▶ _TASK OBJECTIVE_: I'd like the entries reproduced exactly, with all pictures omitted.

START INPUT MATERIAL

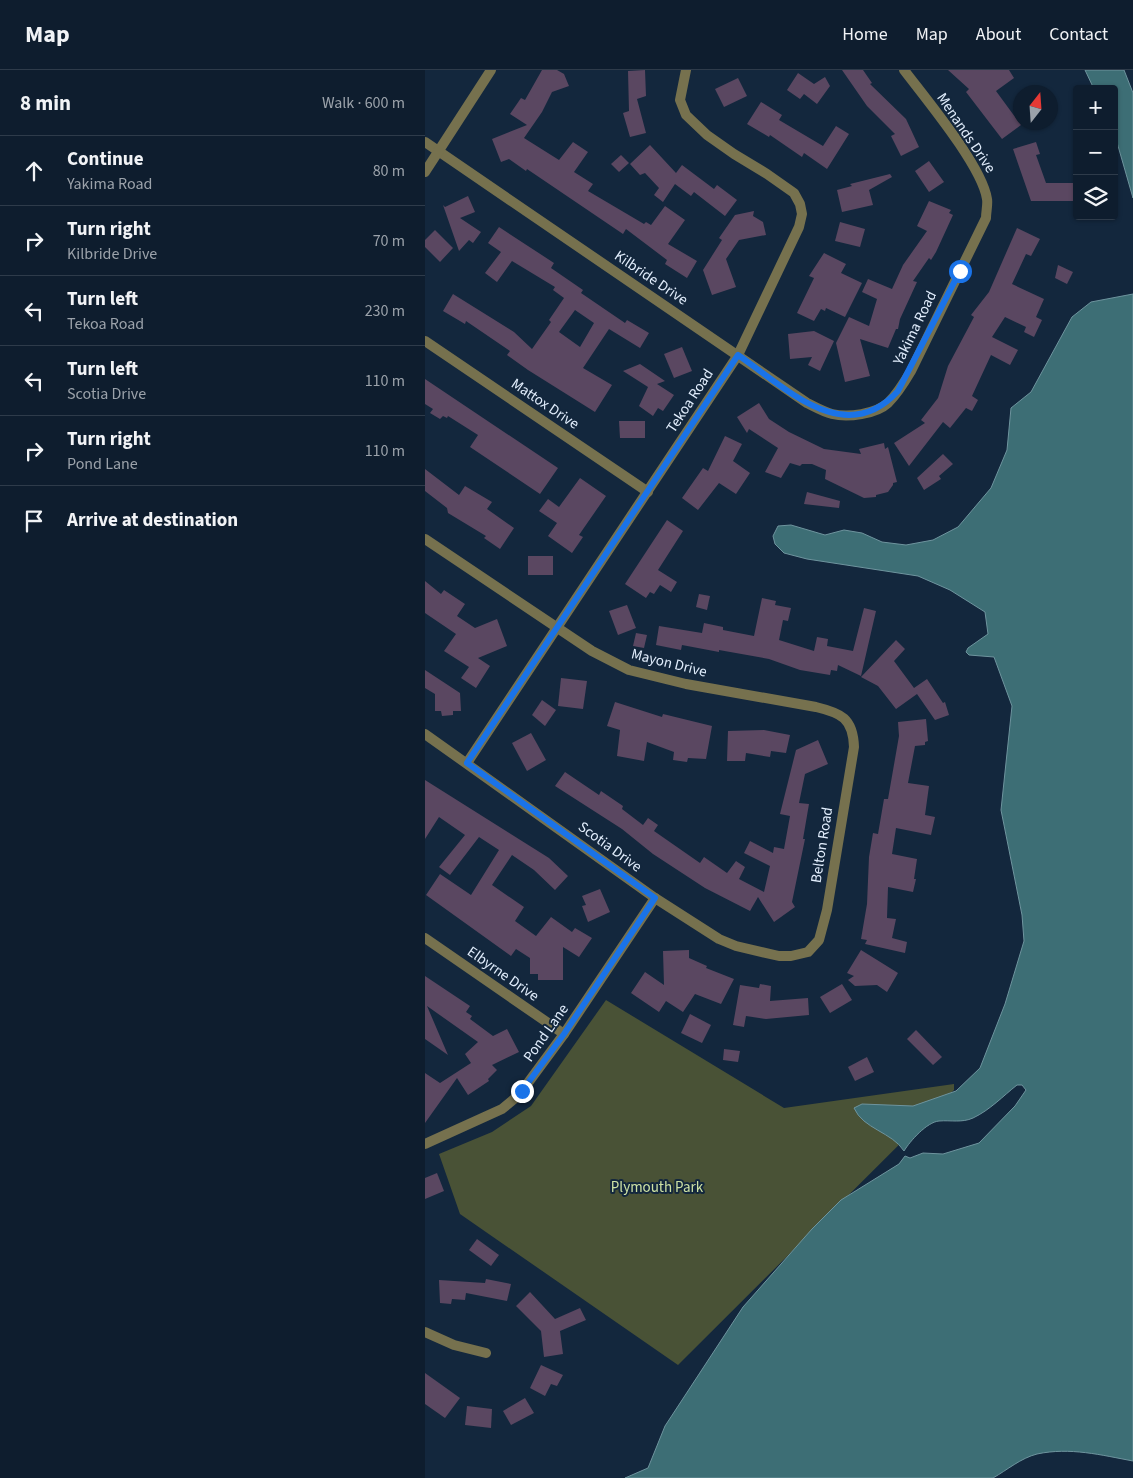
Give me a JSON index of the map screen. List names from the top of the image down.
{
  "streets": {
    "street": [
      "Menands Drive",
      "Kilbride Drive",
      "Yakima Road",
      "Tekoa Road",
      "Mattox Drive",
      "Mayon Drive",
      "Belton Road",
      "Scotia Drive",
      "Elbyrne Drive",
      "Pond Lane"
    ]
  },
  "crossings": [
    ["Menands Drive", "Yakima Road"],
    ["Kilbride Drive", "Yakima Road"],
    ["Kilbride Drive", "Tekoa Road"],
    ["Tekoa Road", "Mattox Drive"],
    ["Tekoa Road", "Mayon Drive"],
    ["Tekoa Road", "Scotia Drive"],
    ["Mayon Drive", "Belton Road"],
    ["Belton Road", "Scotia Drive"],
    ["Scotia Drive", "Pond Lane"],
    ["Elbyrne Drive", "Pond Lane"]
  ],
  "parks": ["Plymouth Park"],
  "north": "top",
  "page": {
    "header": "Map",
    "nav": [
      "Home",
      "Map",
      "About",
      "Contact"
    ],
    "heading": ["8 min", "Walk · 600 m"],
    "map_buttons": ["+", "−"],
    "list": [
      ["Continue", "Yakima Road", "80 m"],
      ["Turn right", "Kilbride Drive", "70 m"],
      ["Turn left", "Tekoa Road", "230 m"],
      ["Turn left", "Scotia Drive", "110 m"],
      ["Turn right", "Pond Lane", "110 m"],
      "Arrive at destination"
    ]
  }
}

END INPUT MATERIAL

▶ _RESULT FOR THIS EXERCISE_:
Give me a JSON index of the map screen. List names from the top of the image down.
{
  "streets": {
    "street": [
      "Menands Drive",
      "Kilbride Drive",
      "Yakima Road",
      "Tekoa Road",
      "Mattox Drive",
      "Mayon Drive",
      "Belton Road",
      "Scotia Drive",
      "Elbyrne Drive",
      "Pond Lane"
    ]
  },
  "crossings": [
    ["Menands Drive", "Yakima Road"],
    ["Kilbride Drive", "Yakima Road"],
    ["Kilbride Drive", "Tekoa Road"],
    ["Tekoa Road", "Mattox Drive"],
    ["Tekoa Road", "Mayon Drive"],
    ["Tekoa Road", "Scotia Drive"],
    ["Mayon Drive", "Belton Road"],
    ["Belton Road", "Scotia Drive"],
    ["Scotia Drive", "Pond Lane"],
    ["Elbyrne Drive", "Pond Lane"]
  ],
  "parks": ["Plymouth Park"],
  "north": "top",
  "page": {
    "header": "Map",
    "nav": [
      "Home",
      "Map",
      "About",
      "Contact"
    ],
    "heading": ["8 min", "Walk · 600 m"],
    "map_buttons": ["+", "−"],
    "list": [
      ["Continue", "Yakima Road", "80 m"],
      ["Turn right", "Kilbride Drive", "70 m"],
      ["Turn left", "Tekoa Road", "230 m"],
      ["Turn left", "Scotia Drive", "110 m"],
      ["Turn right", "Pond Lane", "110 m"],
      "Arrive at destination"
    ]
  }
}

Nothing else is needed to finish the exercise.